TASK INPUT Block Start

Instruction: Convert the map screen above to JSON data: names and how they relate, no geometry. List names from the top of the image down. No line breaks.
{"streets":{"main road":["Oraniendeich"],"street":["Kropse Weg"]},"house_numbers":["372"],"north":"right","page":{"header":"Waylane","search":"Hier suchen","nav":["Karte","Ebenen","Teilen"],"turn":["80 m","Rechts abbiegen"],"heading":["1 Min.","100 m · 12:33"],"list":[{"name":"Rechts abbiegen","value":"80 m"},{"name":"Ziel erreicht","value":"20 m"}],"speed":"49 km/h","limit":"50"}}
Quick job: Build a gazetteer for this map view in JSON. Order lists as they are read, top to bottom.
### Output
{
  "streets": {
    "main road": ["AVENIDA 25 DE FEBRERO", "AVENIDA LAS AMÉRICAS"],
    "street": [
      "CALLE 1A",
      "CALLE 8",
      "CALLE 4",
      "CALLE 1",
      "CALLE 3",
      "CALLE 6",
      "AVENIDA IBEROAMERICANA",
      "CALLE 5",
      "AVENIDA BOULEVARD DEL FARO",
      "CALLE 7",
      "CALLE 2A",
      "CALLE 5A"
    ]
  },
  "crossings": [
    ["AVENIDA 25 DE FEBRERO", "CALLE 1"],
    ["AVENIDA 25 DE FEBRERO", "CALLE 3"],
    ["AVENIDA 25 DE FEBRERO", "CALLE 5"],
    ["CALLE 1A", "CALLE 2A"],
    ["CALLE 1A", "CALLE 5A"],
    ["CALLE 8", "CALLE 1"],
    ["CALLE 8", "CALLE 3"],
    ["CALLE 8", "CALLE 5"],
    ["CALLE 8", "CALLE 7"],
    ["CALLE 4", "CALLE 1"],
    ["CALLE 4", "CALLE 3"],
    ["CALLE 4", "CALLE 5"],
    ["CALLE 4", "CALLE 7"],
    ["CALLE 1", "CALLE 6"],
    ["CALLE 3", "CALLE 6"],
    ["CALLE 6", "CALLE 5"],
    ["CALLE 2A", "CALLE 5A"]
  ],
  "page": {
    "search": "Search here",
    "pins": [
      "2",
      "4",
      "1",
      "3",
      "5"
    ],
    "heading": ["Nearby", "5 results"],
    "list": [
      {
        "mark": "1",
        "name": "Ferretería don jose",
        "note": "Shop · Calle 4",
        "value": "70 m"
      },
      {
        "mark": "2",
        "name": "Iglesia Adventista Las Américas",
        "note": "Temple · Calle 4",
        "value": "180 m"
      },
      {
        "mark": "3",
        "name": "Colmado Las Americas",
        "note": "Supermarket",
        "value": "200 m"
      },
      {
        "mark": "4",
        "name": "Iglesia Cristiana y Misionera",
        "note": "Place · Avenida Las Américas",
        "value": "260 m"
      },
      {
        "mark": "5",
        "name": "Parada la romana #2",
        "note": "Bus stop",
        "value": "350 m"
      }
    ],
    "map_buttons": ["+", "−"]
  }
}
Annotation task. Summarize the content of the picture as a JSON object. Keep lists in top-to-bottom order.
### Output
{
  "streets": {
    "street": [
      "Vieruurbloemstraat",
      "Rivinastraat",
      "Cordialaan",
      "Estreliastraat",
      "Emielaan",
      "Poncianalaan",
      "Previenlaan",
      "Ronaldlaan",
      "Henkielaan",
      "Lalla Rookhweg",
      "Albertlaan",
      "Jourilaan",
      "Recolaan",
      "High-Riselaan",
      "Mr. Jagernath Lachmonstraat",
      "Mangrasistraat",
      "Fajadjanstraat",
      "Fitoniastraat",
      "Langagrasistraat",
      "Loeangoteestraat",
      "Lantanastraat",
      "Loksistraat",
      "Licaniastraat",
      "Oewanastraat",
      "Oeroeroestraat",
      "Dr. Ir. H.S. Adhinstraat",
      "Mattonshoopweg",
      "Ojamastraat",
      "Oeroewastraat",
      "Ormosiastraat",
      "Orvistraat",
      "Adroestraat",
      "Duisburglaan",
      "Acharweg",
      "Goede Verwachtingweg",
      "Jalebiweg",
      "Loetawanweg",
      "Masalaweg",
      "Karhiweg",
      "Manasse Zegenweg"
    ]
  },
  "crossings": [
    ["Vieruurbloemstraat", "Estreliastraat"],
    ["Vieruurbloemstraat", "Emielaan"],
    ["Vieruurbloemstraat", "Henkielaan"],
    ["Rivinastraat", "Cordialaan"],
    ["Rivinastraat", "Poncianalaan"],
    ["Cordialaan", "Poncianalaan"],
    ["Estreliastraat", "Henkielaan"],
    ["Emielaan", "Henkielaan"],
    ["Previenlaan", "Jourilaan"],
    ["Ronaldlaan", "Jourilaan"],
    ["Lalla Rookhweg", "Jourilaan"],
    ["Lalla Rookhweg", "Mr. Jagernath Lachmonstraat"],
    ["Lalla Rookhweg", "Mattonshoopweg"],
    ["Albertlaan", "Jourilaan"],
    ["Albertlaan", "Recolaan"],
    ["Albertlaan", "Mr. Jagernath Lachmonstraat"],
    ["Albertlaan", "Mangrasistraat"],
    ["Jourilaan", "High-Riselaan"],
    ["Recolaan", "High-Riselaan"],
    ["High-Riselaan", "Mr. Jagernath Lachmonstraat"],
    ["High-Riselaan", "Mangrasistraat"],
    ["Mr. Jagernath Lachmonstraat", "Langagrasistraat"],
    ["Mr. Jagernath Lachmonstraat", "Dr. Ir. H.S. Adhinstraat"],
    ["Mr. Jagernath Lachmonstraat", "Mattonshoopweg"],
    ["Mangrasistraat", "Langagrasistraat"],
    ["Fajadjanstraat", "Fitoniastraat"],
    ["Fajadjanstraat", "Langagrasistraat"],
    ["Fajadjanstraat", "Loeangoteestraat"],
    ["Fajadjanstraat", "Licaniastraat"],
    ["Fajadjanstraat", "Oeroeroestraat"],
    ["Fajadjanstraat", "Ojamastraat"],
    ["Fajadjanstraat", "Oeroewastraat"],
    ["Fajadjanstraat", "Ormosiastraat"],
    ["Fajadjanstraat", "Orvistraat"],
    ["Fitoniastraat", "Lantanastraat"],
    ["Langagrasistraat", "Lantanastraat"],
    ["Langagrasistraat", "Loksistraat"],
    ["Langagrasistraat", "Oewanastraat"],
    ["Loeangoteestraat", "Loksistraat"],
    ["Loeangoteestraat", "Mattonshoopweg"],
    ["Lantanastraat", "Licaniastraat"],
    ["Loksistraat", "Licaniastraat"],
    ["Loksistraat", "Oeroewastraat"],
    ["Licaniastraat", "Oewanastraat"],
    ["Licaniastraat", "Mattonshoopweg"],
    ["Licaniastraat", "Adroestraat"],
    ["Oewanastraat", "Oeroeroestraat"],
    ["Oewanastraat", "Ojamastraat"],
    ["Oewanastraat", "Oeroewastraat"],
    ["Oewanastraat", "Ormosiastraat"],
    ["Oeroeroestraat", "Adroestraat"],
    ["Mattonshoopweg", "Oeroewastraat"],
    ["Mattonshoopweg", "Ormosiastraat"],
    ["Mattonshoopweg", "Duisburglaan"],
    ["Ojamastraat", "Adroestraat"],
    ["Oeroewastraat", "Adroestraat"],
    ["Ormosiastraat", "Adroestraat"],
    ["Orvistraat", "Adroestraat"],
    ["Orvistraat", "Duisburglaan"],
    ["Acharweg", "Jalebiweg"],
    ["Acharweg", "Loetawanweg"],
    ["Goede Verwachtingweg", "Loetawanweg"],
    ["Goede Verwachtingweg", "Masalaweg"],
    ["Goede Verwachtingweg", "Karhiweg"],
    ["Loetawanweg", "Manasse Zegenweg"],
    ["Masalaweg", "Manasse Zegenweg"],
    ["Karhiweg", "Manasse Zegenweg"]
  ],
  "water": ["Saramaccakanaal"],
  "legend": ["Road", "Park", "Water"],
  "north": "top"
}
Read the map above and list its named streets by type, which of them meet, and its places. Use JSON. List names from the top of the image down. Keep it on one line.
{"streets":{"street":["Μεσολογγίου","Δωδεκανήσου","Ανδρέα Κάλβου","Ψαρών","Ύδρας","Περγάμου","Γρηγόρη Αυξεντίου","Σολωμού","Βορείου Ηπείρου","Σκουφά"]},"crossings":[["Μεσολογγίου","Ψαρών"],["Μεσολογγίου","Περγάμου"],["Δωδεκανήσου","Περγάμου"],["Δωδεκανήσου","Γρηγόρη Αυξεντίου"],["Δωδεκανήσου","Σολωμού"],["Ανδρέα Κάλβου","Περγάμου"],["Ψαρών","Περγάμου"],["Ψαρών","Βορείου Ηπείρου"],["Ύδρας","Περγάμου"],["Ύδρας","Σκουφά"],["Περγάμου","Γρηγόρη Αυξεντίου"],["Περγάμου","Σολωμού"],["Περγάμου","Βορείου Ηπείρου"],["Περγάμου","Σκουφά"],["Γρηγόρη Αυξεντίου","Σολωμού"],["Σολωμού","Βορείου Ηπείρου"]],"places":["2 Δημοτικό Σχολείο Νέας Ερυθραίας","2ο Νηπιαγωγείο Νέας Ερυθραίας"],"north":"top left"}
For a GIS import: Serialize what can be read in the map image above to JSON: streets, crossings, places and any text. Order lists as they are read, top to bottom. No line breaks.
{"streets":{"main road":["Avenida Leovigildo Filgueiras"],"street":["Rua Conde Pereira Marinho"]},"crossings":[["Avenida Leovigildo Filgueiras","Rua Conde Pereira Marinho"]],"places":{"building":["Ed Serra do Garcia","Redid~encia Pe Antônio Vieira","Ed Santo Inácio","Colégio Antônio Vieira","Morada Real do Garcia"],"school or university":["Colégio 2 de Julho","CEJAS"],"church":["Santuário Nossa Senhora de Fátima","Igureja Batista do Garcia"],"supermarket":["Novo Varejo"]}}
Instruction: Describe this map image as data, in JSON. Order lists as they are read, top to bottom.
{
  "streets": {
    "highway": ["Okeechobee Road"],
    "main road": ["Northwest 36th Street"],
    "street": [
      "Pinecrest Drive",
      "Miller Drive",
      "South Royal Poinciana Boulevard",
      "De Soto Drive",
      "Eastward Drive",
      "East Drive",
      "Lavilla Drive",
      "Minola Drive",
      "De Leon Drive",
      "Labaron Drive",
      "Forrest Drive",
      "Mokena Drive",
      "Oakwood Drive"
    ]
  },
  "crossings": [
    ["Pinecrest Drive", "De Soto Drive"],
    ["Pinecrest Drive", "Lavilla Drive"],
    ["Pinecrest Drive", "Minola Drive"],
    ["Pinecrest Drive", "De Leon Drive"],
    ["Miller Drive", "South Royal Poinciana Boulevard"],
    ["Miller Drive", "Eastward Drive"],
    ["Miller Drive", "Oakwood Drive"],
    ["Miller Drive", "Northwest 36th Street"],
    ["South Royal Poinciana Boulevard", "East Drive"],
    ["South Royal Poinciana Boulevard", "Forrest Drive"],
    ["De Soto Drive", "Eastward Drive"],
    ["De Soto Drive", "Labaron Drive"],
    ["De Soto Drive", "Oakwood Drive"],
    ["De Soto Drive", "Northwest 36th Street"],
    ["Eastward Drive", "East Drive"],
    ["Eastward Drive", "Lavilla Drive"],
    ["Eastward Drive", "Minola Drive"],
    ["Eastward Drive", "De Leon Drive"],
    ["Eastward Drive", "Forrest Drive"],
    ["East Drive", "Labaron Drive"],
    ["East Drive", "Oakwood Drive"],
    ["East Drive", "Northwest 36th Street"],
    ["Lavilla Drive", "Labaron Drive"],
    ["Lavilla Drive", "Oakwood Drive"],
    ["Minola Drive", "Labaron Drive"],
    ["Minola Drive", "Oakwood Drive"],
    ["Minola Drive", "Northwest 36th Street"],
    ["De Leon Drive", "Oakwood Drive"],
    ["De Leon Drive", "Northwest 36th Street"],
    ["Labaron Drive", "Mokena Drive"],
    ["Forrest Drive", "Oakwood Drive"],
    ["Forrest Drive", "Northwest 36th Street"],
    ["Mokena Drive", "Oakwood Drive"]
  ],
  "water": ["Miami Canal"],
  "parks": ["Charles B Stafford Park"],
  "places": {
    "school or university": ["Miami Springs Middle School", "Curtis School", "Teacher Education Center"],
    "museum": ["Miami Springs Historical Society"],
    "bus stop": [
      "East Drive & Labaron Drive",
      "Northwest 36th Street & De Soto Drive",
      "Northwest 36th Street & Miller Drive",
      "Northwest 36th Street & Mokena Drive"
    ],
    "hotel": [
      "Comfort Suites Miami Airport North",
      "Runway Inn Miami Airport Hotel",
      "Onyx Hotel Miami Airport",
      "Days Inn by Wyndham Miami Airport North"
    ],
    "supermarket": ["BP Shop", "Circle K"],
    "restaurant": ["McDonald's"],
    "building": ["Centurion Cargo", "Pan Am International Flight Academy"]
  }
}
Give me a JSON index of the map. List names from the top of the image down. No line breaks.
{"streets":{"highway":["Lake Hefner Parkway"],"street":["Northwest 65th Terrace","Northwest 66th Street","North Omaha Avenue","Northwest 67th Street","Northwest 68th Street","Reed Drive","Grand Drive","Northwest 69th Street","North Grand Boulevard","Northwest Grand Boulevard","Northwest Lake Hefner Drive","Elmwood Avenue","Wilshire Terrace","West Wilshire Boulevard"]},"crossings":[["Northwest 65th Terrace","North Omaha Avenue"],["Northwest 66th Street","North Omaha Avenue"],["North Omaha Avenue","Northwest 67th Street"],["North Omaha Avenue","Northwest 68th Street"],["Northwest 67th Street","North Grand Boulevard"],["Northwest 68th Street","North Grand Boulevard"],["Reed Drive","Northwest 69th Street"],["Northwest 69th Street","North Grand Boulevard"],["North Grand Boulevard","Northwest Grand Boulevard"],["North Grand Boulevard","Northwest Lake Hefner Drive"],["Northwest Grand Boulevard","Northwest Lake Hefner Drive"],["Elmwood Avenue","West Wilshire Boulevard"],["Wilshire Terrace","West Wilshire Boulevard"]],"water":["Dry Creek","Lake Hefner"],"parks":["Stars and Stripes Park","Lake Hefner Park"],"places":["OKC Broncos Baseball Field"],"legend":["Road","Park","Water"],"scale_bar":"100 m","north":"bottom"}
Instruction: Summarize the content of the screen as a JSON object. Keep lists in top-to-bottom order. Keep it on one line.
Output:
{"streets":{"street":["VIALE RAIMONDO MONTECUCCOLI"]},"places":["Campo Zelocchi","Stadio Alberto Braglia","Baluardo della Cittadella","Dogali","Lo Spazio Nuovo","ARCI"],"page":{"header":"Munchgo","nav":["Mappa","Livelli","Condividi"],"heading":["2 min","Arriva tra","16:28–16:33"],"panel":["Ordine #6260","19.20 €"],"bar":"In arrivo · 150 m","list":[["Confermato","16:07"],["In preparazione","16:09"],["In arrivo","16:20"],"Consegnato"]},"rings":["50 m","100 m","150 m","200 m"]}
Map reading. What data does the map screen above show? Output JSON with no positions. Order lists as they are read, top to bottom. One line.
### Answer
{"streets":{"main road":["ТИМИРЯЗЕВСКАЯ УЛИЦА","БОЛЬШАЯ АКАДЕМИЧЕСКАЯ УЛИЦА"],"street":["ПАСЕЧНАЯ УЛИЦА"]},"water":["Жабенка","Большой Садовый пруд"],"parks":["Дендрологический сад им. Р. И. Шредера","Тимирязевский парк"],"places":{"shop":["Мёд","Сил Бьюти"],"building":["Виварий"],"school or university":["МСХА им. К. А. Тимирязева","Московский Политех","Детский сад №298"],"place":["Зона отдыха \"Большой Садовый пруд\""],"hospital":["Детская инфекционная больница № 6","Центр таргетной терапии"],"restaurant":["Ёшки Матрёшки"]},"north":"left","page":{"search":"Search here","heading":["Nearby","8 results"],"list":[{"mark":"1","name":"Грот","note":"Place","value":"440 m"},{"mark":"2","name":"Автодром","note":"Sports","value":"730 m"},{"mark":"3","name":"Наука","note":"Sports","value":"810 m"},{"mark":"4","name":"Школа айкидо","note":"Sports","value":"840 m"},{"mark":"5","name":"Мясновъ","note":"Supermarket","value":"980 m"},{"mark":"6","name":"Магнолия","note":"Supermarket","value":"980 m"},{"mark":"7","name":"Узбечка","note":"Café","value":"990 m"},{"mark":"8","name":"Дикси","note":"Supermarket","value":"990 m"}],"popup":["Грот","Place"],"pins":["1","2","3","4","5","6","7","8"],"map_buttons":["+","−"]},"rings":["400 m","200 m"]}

TASK INPUT Block End

TASK PROMPT: Exactly how many lines of the data above hold the word "Acharweg"? The number is the whole answer.

ANSWER BELOW: 3